During World War II this refrain was taken up by servicemen protesting that while they were away fighting for the homeland their mothers, wives and daughters were at risk from Africans ‘loafing’ in urban areas. The most extraordinary claim was made by Brother Paul of St Charles College who alleged in September 1941 that ‘defiled dust … with millions of disease germs’ from an area used by Africans for recreation was blown by the wind and endangering his pupils. The very proximity of Africans was a major danger in his view and they should be contained outside the ‘black belt’ five miles from the city.

Back in the late nineteenth and early twentieth century there were periodic moral panics that demonised Africans. Sometimes these led to mass demonstrations by hundreds of white men demanding retribution for nothing more than a rumour that a woman had seen a black face at her bedroom window in the night. Violence sometimes resulted. In 1904 in Pietermaritzburg there was a campaign to exclude Africans from pavements because they ‘impertinently’ jostled white women and were a health hazard. A charge brought against three black prison warders for refusing to get off the Church Street pavement was dismissed by a magistrate to outrage from local burgesses and the hypocritical derision of the Durban press. As late as 1912 there were attempts to establish statutory powers to control the use of footpaths by Africans.

Even further back, in December 1886 white men in Durban staged intemperate gatherings, marched in large numbers, staged a riot, and formed a Vigilance Committee in response to reports that Africans had committed ‘outrages’ on white women. In both Pietermaritzburg and Pinetown, Africans were assaulted; and in the capital a Females Protection Society prevented blacks from using pavements. Meetings, consisting largely of men – 1 600 in Durban and 700 in Pietermaritzburg – called for the registration of Africans in urban areas, capital punishment for rape, and flogging and branding for indecent assault. Legislation was indeed introduced and within a few weeks the febrile atmosphere had subsided. The Attorney-General confirmed that the December ‘outrages’ had been minor and that there had been no abnormal activity. The panic had been chimerical, an ‘imagined pandemic’, perception above fact. Yet John Robinson felt able in the Natal parliament in November 1886 to describe ‘social terrorism’, words that his colleague H. Binns condemned as lacking in wisdom. On a well-worn theme, Robinson called for measures to ‘protect the honour of our women, to shield the innocence of our children, and to preserve inviolate from savage lust the domestic sanctity of our homes.’ Fear and viciousness dominated the psyches of white settlers.

White space was privileged, specially protected from a supposedly threatening and insalubrious surrounding environment.
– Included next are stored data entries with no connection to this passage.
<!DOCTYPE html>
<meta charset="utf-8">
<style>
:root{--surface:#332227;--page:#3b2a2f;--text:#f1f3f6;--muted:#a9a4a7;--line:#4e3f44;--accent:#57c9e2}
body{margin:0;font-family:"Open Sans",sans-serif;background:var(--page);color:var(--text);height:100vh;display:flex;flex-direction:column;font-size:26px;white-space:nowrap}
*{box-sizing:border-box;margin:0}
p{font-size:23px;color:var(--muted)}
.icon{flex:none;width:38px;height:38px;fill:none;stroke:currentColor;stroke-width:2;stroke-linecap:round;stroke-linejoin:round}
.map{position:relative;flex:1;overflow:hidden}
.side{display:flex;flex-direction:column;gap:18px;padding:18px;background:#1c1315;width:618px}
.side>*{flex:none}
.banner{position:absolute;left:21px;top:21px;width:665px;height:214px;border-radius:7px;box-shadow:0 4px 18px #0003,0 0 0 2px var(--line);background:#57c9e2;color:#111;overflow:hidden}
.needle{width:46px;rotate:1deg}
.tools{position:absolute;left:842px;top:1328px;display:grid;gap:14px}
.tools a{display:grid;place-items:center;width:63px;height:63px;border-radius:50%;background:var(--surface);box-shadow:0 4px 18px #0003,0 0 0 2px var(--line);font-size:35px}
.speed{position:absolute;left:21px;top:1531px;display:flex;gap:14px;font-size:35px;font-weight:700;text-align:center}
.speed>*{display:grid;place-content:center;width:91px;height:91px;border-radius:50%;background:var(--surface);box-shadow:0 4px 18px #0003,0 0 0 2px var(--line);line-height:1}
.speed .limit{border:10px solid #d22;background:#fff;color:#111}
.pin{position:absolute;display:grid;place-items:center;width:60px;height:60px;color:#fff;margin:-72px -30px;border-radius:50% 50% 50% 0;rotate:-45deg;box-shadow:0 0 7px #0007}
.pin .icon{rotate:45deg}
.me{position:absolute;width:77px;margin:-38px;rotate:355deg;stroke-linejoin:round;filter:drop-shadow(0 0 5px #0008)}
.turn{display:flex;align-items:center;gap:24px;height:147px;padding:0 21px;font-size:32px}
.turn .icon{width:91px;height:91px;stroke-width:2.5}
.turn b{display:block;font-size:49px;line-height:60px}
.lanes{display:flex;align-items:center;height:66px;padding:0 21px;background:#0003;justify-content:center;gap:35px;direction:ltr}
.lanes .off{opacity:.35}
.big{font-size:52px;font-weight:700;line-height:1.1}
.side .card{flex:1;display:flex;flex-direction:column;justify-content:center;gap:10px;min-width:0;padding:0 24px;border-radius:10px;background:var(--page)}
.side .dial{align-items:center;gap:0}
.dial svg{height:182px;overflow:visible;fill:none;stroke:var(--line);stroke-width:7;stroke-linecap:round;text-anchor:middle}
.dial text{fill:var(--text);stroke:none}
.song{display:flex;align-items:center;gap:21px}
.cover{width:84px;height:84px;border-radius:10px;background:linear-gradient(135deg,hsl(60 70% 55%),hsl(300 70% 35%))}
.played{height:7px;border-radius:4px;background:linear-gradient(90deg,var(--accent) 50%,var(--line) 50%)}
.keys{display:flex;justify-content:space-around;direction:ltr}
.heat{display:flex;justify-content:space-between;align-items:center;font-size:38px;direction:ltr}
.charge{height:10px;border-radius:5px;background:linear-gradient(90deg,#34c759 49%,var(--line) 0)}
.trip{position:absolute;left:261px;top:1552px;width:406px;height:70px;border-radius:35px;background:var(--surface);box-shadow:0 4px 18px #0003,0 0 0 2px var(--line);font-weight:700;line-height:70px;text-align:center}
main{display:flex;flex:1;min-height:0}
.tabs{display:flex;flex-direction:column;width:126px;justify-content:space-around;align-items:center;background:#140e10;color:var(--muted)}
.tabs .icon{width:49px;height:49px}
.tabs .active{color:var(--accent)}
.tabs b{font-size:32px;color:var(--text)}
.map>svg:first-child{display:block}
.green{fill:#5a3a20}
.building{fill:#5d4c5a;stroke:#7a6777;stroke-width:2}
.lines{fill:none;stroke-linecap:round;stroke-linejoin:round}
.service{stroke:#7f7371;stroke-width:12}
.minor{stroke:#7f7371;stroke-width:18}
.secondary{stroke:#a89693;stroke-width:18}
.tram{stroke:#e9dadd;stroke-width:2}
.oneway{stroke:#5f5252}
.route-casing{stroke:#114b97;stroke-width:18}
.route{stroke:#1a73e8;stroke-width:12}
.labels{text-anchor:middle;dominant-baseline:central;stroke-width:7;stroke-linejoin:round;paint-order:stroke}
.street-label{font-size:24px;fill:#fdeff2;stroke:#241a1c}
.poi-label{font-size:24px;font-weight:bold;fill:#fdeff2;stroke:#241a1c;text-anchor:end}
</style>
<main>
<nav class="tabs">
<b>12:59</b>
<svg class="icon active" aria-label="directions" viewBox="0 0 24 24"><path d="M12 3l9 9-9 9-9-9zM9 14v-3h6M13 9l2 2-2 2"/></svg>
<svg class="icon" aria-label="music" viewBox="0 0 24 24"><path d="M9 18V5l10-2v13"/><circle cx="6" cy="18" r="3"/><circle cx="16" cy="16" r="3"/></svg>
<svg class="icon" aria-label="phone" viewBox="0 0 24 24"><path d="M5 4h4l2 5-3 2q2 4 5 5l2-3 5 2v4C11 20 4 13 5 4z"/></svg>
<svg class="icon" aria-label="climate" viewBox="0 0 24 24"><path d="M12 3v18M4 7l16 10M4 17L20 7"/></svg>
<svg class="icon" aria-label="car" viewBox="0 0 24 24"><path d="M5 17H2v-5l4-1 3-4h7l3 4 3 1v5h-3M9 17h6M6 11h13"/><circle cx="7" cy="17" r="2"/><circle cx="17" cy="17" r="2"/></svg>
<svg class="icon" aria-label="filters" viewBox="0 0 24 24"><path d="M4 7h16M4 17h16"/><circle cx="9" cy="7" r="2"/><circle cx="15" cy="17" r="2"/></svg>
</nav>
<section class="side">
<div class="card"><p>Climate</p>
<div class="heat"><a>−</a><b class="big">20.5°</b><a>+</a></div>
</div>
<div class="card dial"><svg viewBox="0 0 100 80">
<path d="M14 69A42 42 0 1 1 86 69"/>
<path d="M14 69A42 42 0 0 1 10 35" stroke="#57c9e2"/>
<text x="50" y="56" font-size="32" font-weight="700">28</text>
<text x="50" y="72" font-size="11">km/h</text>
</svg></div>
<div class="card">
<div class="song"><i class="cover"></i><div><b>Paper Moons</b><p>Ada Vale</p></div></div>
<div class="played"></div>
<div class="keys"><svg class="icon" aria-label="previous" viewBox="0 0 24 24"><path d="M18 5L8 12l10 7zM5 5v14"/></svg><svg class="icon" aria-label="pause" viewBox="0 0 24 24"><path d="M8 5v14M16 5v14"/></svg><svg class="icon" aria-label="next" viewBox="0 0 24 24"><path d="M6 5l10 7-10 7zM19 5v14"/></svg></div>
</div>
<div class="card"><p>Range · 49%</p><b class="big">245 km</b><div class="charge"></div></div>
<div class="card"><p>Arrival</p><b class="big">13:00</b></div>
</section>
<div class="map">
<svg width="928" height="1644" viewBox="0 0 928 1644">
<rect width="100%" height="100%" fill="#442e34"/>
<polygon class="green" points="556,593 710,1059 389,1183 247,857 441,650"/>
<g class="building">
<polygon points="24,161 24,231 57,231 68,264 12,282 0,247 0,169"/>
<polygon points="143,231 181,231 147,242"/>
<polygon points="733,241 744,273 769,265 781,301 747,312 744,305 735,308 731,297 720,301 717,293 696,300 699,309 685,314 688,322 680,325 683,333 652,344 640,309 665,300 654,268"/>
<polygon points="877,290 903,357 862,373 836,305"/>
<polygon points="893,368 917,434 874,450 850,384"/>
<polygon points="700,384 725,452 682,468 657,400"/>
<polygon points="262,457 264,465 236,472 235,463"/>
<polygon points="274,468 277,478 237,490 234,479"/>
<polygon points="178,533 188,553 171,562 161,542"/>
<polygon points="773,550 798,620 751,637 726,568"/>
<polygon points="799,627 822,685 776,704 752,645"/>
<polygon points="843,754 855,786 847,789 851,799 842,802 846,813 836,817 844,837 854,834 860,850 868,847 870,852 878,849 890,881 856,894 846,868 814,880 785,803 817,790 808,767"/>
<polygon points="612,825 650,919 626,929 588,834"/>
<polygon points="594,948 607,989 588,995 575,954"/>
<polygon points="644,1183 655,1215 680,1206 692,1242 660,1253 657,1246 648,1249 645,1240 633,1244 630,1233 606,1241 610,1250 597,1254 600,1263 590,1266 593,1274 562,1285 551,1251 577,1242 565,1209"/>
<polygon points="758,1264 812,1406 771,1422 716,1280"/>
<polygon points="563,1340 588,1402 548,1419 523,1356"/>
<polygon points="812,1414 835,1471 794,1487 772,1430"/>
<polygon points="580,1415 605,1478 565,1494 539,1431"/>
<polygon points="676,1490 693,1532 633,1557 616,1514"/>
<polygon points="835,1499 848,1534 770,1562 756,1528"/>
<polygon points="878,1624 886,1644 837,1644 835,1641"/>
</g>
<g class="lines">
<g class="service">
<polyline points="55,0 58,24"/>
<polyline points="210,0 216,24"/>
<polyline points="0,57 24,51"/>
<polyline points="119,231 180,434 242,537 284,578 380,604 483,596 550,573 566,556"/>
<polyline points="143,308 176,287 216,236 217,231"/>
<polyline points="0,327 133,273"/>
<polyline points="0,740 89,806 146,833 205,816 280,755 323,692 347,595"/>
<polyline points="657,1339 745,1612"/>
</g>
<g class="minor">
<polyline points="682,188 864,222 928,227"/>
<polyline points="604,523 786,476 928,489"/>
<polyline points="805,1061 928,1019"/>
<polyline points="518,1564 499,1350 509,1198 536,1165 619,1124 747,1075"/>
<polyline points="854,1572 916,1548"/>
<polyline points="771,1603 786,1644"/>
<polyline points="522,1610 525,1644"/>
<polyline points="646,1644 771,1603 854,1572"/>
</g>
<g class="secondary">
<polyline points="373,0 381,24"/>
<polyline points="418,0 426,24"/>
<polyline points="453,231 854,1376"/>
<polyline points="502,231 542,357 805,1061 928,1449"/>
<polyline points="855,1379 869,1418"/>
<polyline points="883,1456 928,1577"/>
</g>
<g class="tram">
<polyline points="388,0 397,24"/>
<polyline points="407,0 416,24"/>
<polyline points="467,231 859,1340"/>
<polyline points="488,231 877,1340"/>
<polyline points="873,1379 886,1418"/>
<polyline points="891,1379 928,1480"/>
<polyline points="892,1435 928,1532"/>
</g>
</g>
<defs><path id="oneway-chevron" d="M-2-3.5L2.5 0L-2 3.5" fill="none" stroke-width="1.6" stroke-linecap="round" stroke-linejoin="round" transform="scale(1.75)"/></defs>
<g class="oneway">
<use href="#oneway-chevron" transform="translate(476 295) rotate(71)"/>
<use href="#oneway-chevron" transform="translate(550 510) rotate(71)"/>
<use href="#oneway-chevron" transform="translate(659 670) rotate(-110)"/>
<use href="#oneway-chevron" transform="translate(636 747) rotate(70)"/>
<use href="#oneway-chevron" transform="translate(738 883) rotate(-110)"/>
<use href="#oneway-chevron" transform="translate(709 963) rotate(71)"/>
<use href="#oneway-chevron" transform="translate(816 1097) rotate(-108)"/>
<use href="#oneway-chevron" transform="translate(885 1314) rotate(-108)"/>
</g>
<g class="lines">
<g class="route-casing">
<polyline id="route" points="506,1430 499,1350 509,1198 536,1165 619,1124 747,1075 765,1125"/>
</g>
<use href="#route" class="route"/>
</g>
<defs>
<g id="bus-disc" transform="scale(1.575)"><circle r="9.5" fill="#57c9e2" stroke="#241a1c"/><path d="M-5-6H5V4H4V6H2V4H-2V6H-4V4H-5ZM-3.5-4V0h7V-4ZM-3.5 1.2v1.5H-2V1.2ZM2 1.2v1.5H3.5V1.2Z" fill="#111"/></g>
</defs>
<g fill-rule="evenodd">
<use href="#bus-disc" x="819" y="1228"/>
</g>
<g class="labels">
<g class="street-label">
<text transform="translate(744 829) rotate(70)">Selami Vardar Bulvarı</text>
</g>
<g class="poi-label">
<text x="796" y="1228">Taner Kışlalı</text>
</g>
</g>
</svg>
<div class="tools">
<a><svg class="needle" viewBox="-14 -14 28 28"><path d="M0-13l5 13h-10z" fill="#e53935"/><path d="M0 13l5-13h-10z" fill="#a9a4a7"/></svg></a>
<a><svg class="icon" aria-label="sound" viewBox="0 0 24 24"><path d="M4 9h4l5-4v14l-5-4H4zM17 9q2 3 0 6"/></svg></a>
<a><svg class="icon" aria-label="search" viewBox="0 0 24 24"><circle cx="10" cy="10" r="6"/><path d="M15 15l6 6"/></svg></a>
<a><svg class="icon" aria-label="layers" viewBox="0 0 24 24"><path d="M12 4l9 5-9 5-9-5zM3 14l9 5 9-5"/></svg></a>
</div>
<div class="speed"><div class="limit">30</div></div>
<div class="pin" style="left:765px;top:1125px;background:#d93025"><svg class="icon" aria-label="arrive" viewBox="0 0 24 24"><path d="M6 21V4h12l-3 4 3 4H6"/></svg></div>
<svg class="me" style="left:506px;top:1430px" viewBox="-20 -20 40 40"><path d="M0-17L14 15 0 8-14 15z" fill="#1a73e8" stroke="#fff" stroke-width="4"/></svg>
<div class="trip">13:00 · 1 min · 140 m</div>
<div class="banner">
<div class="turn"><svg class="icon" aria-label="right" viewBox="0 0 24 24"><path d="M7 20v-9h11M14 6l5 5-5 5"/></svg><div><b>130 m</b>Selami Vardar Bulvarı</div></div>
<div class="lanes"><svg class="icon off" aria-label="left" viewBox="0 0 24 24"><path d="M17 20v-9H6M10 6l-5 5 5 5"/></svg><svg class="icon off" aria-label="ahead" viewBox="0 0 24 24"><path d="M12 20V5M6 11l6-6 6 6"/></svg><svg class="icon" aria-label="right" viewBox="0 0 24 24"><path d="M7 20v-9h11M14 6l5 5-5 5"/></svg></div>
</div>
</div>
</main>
As Patrick Wolfe puts it, ‘Territoriality is settler colonialism’s specific, irreducible element.’[1] Imperialism, colonialism and apartheid are often, correctly, defined in terms of economic exploitation; but basically, they were about spatial control. And in colonial Natal white men’s fears were not only about Africans, but also about the (very slow) emancipation of women.

Common themes run through many decades: the supposed vulnerability of women; the behaviour of young black men are two. But perhaps it is no coincidence that an underlying issue whether it be the 1880s, 1900s, 1930s and 40s or 2020s is an ongoing threat to the dominant status of men. This speaks to the mystery of how on earth a liar, convicted criminal, misogynist, racist, inciter and admirer of authoritarianism like Donald Trump might be the next American president ‒ for a second time, nogal. It surely can be no coincidence that the global rise of right-wing populism in the last twenty years has coincided with a more prominent role for women in society generally and gathering justice for past violence. Male control is crumbling.  


[1] Patrick Wolfe, ‘Settler colonialism and the elimination of the native’ Journal of Genocide Research 8(4) 2006: 388.